ABOUT THIS EXERCISE =>
Every line from the one with "Parse the street" through the end of the material below, both ends included, should be transcribed exactly, without pictures.

MATERIAL FOR THE TASK =>

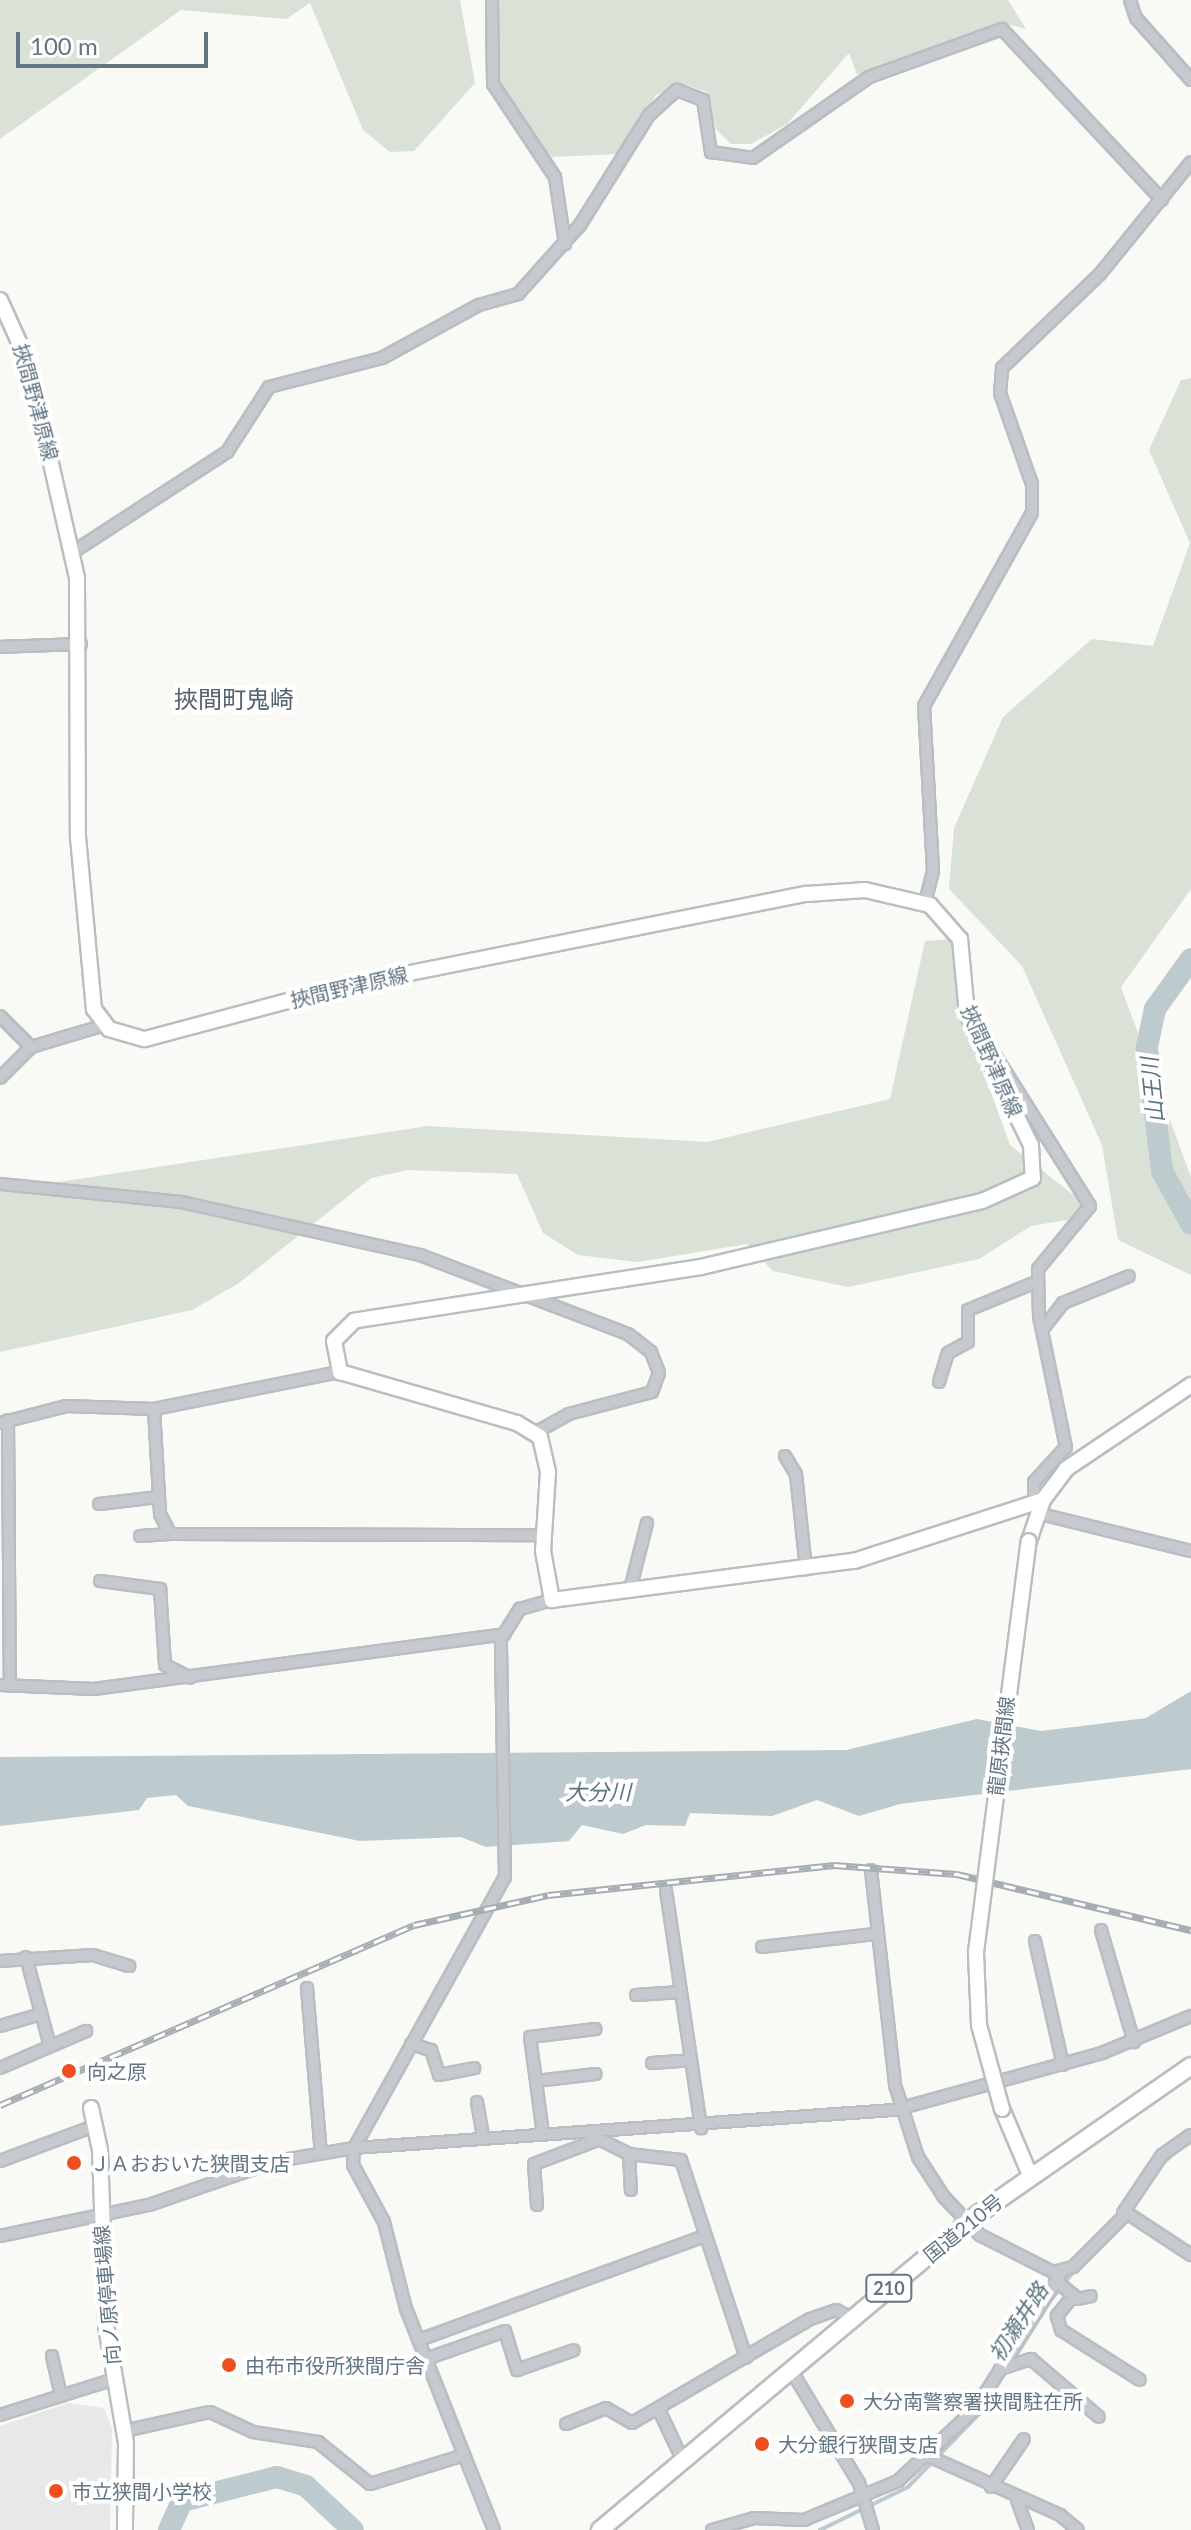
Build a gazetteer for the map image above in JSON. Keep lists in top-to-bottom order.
{
  "streets": {
    "highway": ["国道210号", "210"],
    "main road": ["挾間野津原線", "龍原挾間線", "向ノ原停車場線"]
  },
  "crossings": [
    ["龍原挾間線", "国道210号"]
  ],
  "districts": ["挾間町鬼崎"],
  "water": ["山王川", "大分川", "初瀬井路"],
  "places": [
    "向之原",
    "ＪＡおおいた狭間支店",
    "由布市役所狭間庁舎",
    "大分南警察署挟間駐在所",
    "大分銀行狭間支店",
    "市立狭間小学校"
  ],
  "scale_bar": "100 m"
}
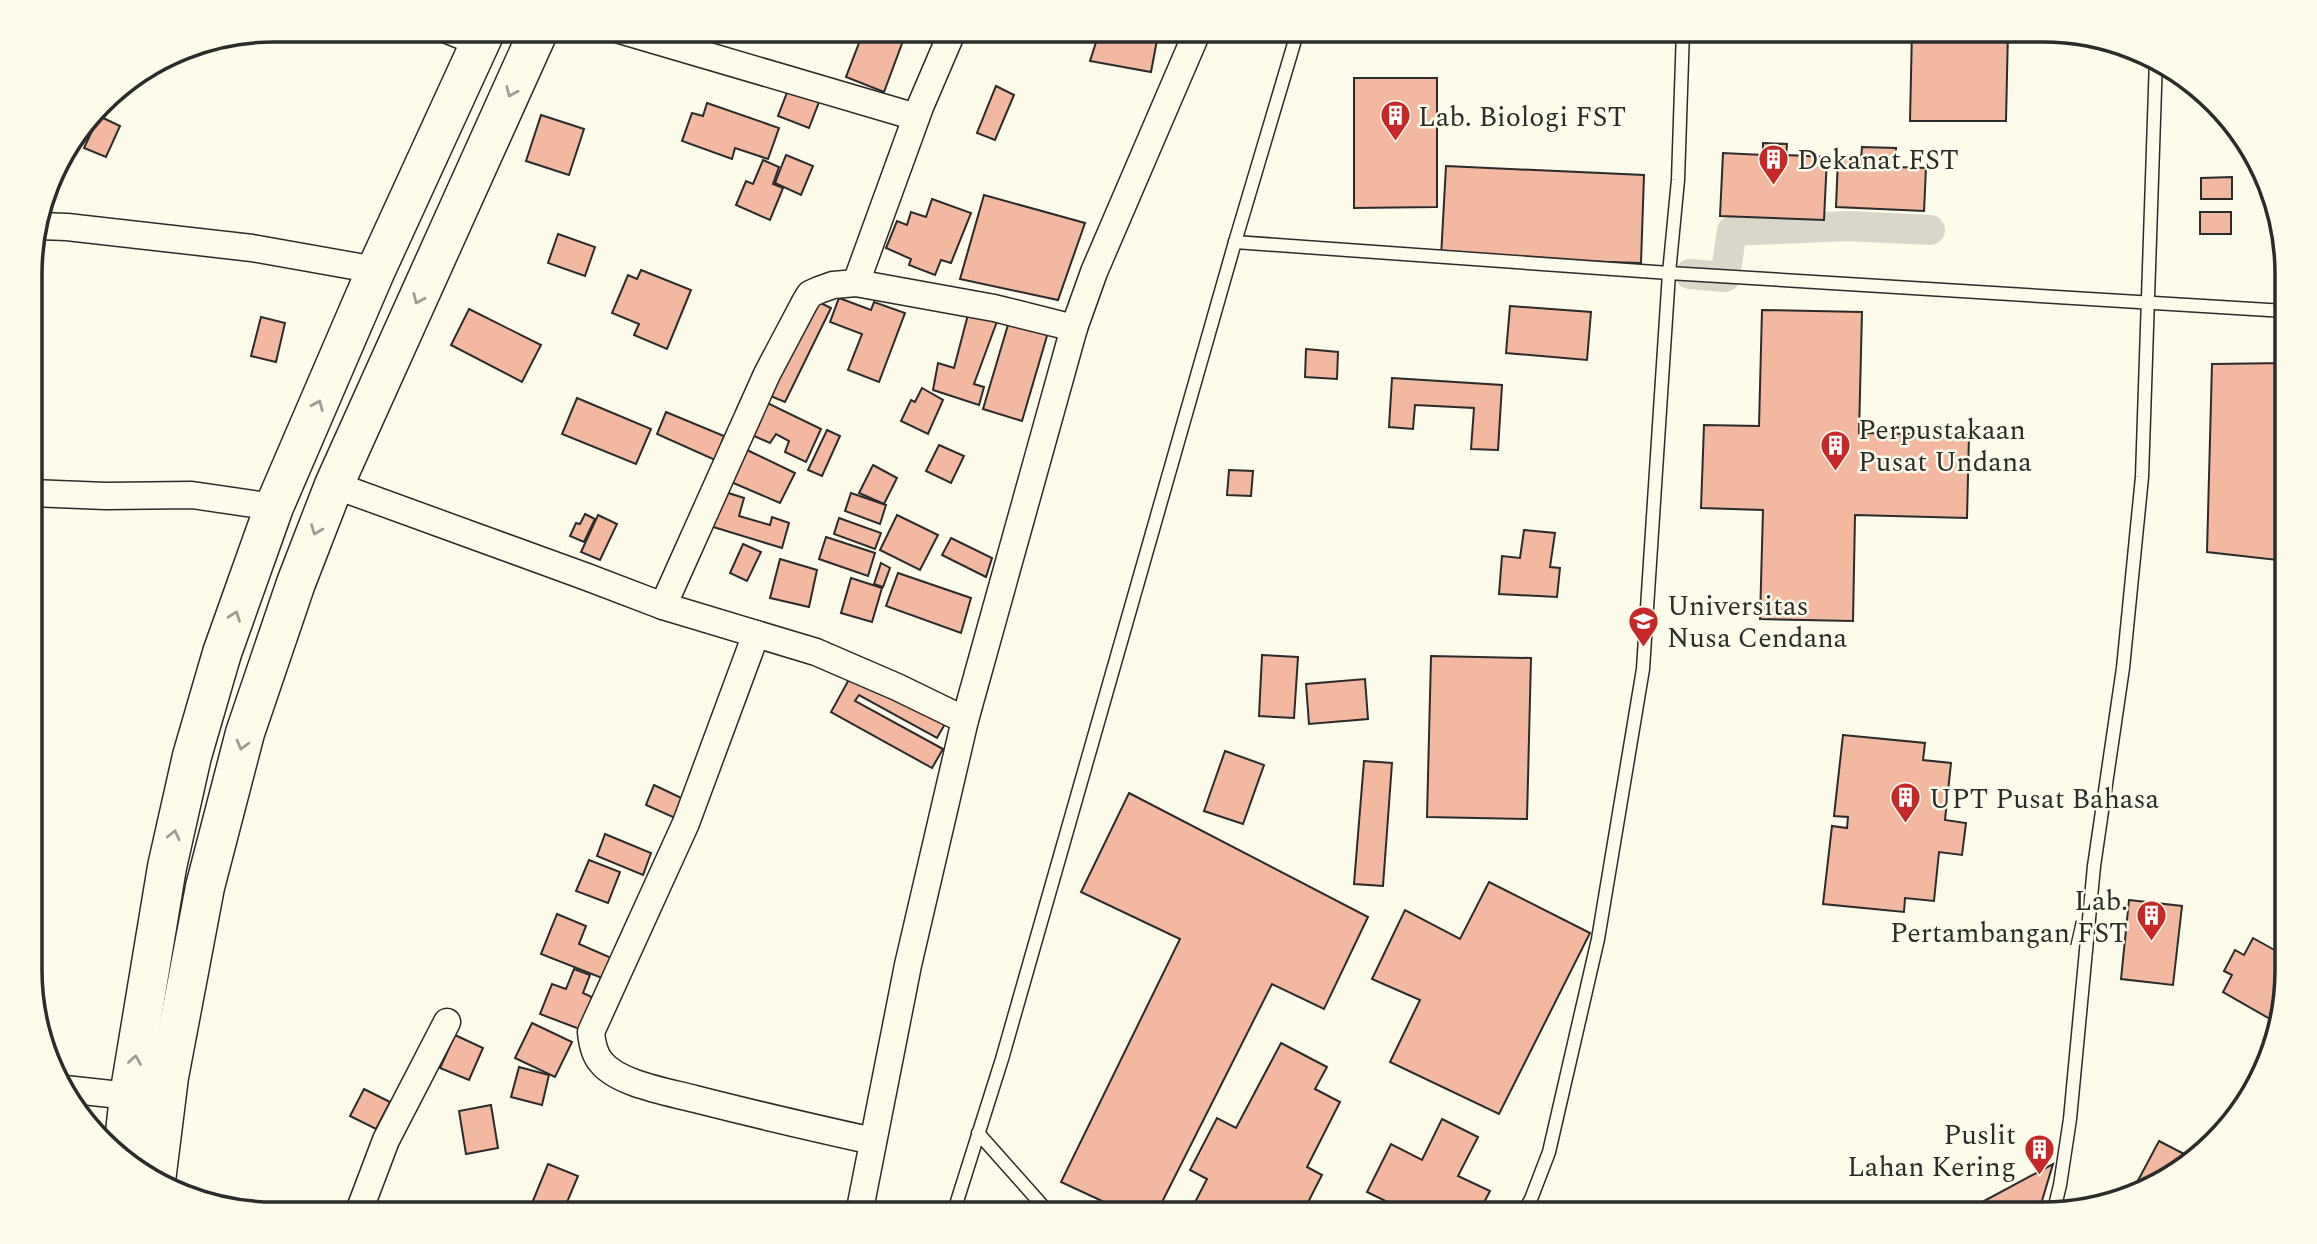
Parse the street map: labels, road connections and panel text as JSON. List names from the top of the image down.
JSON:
{
  "places": {
    "building": [
      "Lab. Biologi FST",
      "Dekanat FST",
      "Perpustakaan Pusat Undana",
      "UPT Pusat Bahasa",
      "Lab. Pertambangan/FST",
      "Puslit Lahan Kering"
    ],
    "school or university": ["Universitas Nusa Cendana"]
  }
}
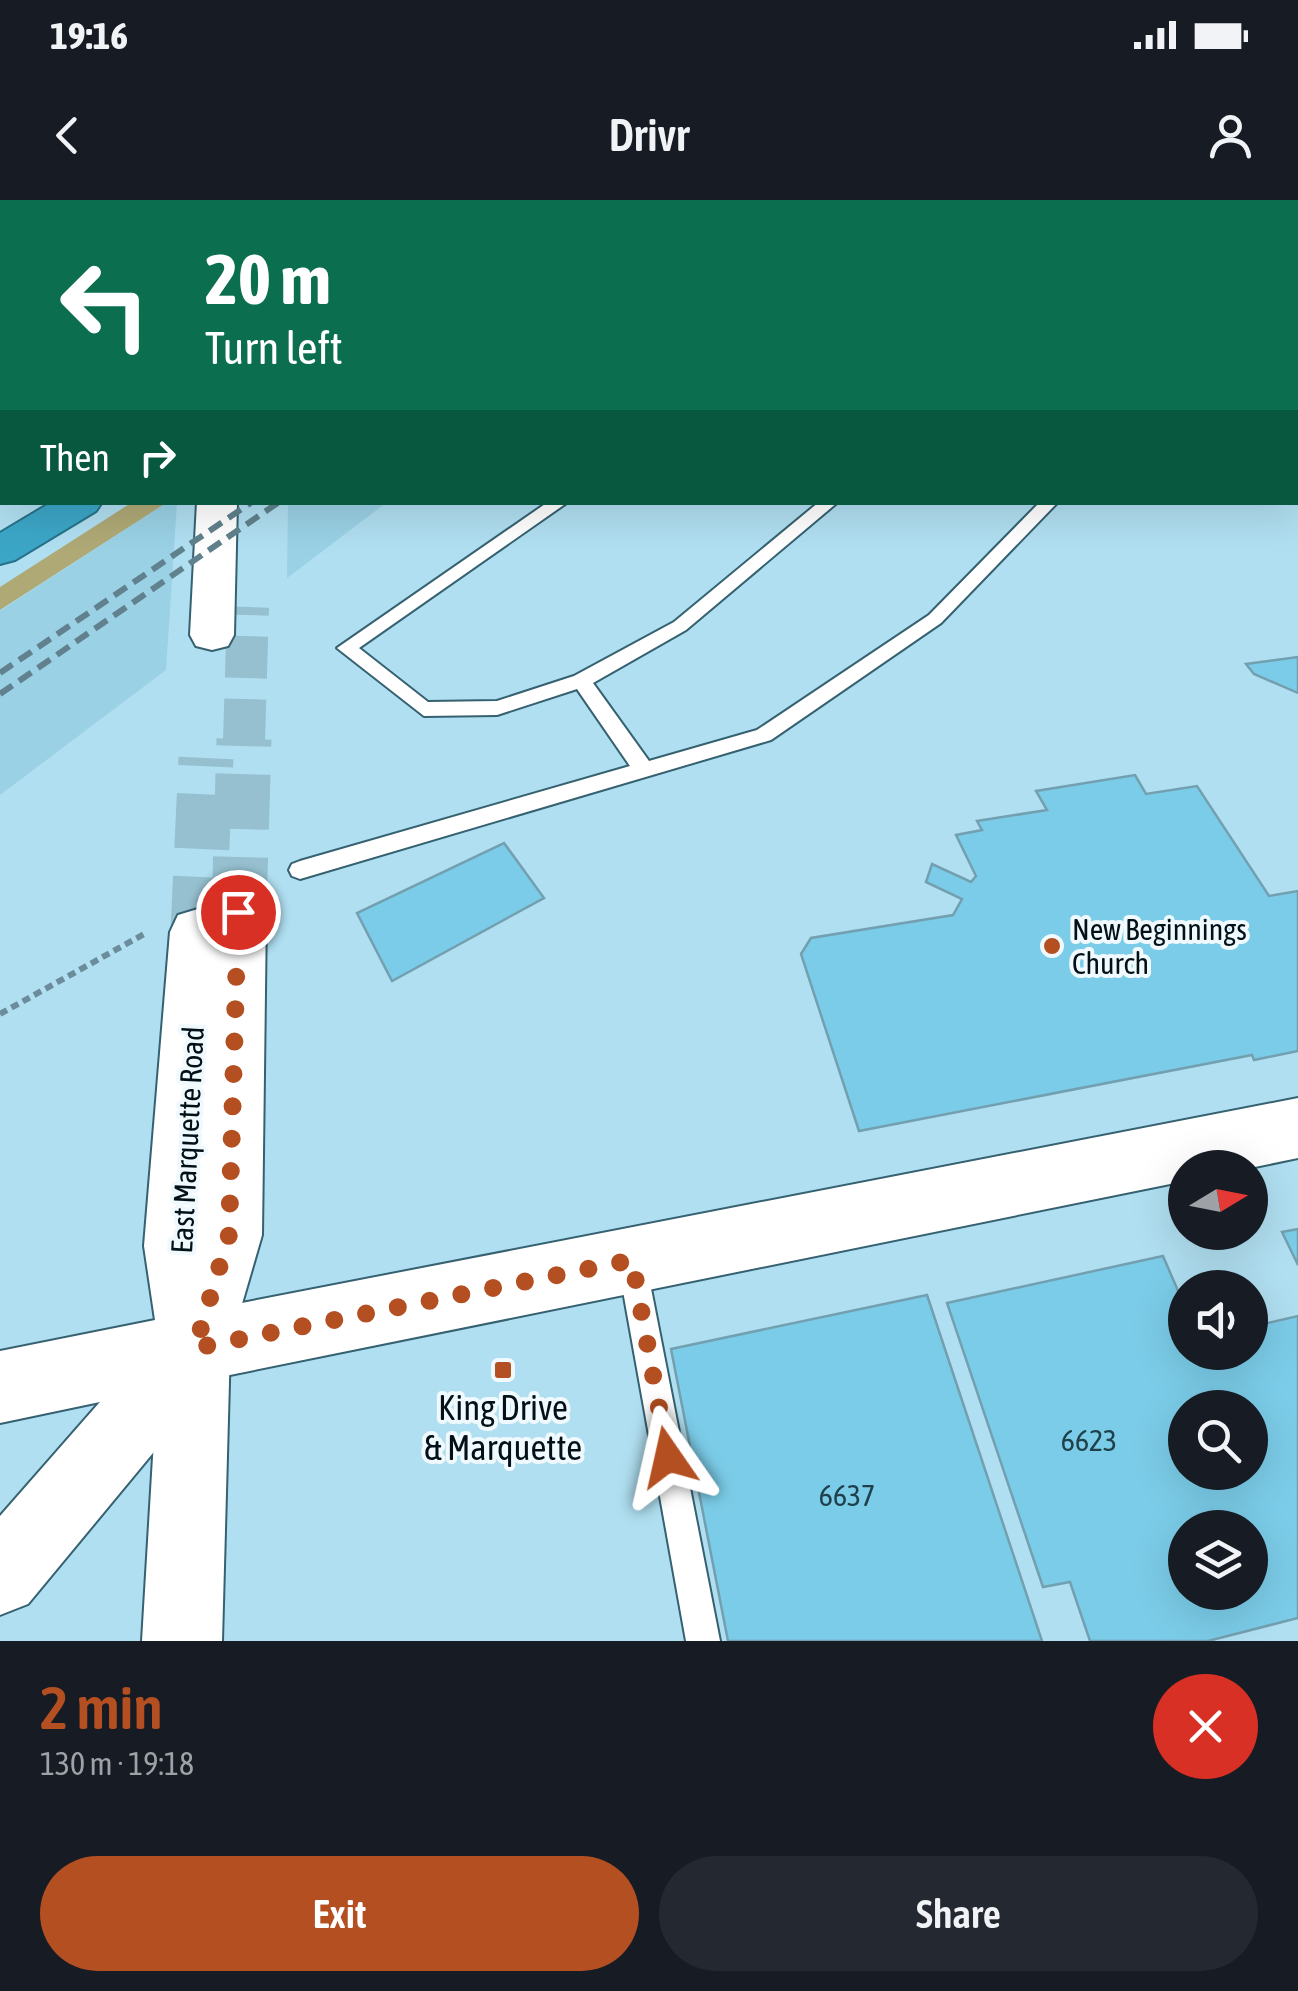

WRITTEN RESPONSE =>
Parse the street map: labels, road connections and panel text as JSON. List names from the top of the image down.
JSON:
{
  "places": {
    "building": [
      "Lab. Biologi FST",
      "Dekanat FST",
      "Perpustakaan Pusat Undana",
      "UPT Pusat Bahasa",
      "Lab. Pertambangan/FST",
      "Puslit Lahan Kering"
    ],
    "school or university": ["Universitas Nusa Cendana"]
  }
}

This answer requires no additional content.